When we wildcamped with 6 other vans on the beach in Tagazhout back in 2005, we were told that the Moroccan police may come along and ask us to move on. Apprantley the local campsite owner from the Atlantic Park campsite, was not at all happy about motorhomers wildcamping on the beach and had complained to the police about the hordes of motorhomers setting up camp the year before. As it turned out we camped there for approx 3 nights and encountered no problems but it would appear that things have become a lot stricter since our visit 4 years ago? 

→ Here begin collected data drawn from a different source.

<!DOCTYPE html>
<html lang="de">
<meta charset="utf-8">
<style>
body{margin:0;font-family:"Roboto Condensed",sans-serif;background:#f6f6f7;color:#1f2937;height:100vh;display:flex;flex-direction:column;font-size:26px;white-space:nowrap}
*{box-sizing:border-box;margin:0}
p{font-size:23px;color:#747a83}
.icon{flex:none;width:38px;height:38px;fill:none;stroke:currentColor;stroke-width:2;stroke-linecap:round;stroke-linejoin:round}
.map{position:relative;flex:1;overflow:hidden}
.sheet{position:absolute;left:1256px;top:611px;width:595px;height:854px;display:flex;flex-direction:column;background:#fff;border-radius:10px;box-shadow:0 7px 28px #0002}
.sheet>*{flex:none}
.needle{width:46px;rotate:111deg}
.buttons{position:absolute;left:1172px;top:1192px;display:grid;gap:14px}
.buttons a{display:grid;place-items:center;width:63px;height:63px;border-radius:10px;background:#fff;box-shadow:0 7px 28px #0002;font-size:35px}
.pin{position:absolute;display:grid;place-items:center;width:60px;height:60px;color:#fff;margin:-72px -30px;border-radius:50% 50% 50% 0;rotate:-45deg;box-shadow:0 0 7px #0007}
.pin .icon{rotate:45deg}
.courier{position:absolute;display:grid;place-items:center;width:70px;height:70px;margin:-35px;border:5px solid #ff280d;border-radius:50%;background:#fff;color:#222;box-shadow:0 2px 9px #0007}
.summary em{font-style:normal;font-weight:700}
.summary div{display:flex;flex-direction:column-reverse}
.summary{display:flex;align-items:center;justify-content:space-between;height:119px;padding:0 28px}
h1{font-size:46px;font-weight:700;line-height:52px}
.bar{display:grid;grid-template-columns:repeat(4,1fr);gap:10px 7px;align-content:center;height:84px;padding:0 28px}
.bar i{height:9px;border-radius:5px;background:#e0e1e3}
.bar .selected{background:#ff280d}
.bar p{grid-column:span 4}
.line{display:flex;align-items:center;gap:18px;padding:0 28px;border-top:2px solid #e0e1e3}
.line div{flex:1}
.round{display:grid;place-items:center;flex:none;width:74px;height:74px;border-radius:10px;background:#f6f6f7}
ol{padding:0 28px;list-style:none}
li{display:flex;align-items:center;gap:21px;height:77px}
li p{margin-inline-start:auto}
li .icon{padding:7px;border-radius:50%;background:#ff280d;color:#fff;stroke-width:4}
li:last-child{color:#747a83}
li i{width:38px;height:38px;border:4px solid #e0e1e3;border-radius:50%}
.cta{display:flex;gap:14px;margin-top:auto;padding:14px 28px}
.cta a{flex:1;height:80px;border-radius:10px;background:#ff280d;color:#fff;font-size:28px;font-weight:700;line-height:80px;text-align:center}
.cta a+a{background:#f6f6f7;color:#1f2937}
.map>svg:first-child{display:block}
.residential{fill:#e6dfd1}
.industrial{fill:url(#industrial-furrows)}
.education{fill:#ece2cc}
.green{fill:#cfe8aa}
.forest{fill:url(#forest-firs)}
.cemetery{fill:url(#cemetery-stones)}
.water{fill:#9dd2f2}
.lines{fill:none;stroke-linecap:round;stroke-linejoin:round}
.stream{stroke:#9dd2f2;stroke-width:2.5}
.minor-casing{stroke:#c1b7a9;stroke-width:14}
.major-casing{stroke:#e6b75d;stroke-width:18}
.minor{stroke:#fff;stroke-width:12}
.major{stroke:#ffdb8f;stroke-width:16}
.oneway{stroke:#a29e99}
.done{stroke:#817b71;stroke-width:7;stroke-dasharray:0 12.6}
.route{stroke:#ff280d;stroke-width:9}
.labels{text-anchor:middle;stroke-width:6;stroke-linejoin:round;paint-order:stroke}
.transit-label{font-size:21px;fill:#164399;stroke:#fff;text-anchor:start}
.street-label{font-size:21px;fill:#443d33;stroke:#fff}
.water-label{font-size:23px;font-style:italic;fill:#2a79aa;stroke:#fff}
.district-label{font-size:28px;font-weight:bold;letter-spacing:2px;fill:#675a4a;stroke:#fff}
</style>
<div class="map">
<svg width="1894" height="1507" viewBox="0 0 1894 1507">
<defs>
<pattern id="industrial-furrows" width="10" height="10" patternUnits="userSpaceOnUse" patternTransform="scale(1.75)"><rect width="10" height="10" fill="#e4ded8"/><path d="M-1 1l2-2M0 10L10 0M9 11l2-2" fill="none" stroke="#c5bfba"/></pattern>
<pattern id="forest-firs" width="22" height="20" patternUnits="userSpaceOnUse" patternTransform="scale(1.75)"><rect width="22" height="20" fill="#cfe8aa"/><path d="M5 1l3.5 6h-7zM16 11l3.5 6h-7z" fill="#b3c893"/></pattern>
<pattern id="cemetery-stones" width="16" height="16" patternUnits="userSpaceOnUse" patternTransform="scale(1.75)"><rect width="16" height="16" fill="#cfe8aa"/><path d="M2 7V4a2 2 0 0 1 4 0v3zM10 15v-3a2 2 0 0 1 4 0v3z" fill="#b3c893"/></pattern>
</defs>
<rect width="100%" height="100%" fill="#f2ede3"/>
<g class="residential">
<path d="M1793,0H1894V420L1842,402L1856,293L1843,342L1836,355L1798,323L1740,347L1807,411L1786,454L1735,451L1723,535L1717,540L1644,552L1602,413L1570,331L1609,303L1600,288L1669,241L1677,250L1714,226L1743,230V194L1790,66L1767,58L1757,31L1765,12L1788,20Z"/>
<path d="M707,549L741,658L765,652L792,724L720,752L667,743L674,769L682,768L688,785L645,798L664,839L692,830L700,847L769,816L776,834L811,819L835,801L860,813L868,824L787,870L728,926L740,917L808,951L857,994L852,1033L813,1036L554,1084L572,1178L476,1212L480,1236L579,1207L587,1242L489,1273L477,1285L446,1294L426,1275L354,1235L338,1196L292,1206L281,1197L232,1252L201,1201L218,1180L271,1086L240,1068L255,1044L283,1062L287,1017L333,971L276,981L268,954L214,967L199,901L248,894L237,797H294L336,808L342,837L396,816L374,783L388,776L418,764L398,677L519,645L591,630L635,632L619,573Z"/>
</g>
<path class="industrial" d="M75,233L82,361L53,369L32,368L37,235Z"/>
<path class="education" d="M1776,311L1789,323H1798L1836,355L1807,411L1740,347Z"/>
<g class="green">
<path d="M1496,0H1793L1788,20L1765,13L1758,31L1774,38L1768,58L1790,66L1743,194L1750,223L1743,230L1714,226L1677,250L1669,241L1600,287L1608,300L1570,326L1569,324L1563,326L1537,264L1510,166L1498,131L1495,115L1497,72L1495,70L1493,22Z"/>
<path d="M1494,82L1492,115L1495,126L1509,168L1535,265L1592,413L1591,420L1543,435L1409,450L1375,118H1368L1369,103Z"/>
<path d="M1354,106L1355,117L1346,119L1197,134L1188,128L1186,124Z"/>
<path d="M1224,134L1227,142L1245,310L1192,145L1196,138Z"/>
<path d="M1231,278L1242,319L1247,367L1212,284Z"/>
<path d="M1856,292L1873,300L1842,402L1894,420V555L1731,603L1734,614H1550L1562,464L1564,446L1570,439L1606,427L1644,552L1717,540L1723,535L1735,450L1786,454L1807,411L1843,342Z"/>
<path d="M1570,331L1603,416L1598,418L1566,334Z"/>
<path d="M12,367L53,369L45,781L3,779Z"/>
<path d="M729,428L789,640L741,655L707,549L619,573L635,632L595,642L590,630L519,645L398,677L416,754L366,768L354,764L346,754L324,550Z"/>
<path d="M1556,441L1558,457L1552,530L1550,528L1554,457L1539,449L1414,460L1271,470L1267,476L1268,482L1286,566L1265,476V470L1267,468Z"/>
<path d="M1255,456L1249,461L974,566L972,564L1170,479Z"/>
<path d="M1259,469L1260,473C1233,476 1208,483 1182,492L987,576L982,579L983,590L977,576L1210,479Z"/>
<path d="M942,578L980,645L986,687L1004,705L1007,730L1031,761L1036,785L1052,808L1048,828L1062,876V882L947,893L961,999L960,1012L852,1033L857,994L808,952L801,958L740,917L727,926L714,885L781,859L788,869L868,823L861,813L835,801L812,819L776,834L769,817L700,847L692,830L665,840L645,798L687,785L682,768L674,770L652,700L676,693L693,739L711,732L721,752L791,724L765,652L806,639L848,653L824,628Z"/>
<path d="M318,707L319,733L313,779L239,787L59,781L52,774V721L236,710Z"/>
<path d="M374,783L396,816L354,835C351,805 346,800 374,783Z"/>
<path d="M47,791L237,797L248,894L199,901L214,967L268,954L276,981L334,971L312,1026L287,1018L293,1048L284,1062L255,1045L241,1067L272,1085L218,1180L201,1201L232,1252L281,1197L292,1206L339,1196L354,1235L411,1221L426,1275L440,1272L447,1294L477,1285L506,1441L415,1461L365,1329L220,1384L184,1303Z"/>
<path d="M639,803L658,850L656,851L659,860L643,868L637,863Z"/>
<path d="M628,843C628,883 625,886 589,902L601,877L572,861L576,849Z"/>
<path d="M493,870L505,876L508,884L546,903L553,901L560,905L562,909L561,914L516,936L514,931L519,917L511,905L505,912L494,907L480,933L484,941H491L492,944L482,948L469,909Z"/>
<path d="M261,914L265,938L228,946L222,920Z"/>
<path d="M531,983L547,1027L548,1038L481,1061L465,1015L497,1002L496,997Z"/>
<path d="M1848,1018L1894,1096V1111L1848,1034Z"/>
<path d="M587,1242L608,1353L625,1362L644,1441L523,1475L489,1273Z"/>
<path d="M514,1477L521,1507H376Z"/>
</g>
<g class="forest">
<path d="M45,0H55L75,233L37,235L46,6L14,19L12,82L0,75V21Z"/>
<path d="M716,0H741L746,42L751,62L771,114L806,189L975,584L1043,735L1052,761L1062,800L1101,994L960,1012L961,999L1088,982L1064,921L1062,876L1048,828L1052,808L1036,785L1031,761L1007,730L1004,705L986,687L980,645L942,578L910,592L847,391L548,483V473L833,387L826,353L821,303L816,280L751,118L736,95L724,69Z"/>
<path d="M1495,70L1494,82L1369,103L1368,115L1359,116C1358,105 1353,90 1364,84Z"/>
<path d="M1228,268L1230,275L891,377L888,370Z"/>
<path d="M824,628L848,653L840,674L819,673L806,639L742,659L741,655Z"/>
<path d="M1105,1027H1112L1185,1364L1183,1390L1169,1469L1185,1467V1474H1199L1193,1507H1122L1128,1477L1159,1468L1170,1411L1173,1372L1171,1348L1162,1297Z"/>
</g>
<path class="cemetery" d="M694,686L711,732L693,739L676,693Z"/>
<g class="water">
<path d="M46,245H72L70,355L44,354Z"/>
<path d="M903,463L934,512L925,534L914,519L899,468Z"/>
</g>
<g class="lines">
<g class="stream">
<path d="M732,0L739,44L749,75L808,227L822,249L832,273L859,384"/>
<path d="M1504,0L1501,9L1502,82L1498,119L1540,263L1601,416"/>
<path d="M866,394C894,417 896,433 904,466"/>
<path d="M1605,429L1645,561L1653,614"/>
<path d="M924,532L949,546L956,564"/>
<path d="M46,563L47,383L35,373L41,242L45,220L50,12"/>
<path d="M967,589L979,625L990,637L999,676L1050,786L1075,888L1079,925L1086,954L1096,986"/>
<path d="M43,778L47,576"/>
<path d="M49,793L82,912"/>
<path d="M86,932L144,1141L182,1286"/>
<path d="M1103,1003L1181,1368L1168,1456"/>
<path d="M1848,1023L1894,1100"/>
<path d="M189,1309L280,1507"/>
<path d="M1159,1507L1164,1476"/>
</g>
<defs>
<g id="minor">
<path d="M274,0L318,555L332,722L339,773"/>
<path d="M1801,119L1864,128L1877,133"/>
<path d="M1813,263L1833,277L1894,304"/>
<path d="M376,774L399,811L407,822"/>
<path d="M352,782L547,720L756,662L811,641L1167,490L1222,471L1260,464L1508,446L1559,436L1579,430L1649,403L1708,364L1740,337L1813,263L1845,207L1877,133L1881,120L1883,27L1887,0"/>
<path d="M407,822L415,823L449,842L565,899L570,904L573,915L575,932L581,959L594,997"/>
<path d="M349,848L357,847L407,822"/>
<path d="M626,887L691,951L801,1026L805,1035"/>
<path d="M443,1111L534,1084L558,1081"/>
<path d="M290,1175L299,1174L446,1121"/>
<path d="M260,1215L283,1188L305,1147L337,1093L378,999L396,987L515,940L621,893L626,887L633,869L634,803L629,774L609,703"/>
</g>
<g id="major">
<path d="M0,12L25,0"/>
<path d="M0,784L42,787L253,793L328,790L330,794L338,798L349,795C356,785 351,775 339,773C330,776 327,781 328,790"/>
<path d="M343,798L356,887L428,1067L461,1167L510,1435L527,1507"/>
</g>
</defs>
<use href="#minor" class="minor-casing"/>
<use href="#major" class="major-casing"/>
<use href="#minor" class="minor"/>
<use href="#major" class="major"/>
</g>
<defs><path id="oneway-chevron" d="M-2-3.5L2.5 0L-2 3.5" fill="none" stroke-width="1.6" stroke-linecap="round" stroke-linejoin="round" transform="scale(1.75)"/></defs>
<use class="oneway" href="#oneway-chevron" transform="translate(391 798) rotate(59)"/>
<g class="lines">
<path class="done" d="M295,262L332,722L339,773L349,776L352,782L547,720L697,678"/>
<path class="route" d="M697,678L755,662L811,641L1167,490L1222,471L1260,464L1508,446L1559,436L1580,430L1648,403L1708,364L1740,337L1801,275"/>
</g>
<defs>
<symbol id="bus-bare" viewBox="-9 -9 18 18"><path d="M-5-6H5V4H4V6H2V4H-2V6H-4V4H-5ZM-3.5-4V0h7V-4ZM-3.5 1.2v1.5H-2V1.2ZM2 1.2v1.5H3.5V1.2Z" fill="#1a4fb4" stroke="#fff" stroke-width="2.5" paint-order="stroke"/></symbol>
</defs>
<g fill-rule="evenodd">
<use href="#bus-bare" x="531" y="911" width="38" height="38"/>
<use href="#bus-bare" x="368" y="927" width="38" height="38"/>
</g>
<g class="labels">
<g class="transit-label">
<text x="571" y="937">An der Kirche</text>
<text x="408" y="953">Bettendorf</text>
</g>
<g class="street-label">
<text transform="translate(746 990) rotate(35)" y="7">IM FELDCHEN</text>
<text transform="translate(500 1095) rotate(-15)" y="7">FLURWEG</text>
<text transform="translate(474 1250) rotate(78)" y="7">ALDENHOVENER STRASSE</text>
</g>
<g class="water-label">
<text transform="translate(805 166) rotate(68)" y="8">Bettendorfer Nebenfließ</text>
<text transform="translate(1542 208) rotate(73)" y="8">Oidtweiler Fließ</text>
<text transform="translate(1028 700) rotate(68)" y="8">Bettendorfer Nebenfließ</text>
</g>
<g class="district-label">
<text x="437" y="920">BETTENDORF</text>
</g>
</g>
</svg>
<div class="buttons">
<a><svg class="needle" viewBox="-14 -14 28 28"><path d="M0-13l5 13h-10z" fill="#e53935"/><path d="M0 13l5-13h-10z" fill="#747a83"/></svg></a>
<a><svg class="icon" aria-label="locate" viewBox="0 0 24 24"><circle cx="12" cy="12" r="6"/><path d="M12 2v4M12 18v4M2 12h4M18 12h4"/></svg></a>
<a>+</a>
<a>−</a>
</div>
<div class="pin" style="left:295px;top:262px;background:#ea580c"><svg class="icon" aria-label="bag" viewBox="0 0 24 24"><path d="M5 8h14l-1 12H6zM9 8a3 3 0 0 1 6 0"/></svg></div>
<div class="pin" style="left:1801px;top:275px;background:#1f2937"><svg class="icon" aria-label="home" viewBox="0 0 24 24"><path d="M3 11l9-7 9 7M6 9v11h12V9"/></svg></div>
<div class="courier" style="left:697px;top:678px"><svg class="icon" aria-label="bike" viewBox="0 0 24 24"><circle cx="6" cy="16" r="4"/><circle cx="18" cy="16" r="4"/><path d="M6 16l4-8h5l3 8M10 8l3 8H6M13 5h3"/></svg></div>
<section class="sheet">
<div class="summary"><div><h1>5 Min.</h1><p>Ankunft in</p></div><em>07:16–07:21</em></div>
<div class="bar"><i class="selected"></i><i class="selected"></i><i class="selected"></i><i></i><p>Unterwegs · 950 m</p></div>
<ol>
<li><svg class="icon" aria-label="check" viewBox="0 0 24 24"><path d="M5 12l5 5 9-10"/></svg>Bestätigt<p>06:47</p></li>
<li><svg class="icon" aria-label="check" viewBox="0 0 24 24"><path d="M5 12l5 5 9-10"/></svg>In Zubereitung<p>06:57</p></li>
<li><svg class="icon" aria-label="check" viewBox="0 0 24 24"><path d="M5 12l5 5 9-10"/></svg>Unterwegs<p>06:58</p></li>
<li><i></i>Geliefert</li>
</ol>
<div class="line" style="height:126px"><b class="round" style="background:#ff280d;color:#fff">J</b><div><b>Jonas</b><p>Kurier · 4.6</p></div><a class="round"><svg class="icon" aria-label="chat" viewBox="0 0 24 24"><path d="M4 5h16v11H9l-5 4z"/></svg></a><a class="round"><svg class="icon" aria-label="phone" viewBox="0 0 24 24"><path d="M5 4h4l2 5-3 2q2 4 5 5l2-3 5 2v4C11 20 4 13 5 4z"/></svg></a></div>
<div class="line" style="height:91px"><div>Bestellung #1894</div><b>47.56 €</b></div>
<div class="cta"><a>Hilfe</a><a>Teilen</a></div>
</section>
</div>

I suppose to be fair, and if you look at things from another angle, you can appreciate why any campsite owner, that relied on the revenue brought in from campers, would feel somewhat aggrieved if they were all bypassing his campsite and pitching up on on some nearby wasteground or the beach? After all, he does have a business to run and I suppose, this must affect his livliehood quite significantly? I am sure we all would feel the same if we were in his shoes wouldn't we? 

Please don't be put off visiting this charming country, as it really is an amazing place and we found Morocco to be the most fascinating, friendly and magical country to tour around. We long to return and if in order to do so, we had no option but to stay on campsites all of the time we are there, then we would quite happily and willingly do so. Therefore, If for whatever reason, this is the way Morocco is heading, and wildcamping is prohibited, then maybe we visitors ought to just accept this and respect their reasons for making this stand? After all it would be dreadful if Morocco ended up like so many European destinations - where motorhomers set up camp for weeks on end and turn beauty spots and wastegrounds into nothing more than shanty towns!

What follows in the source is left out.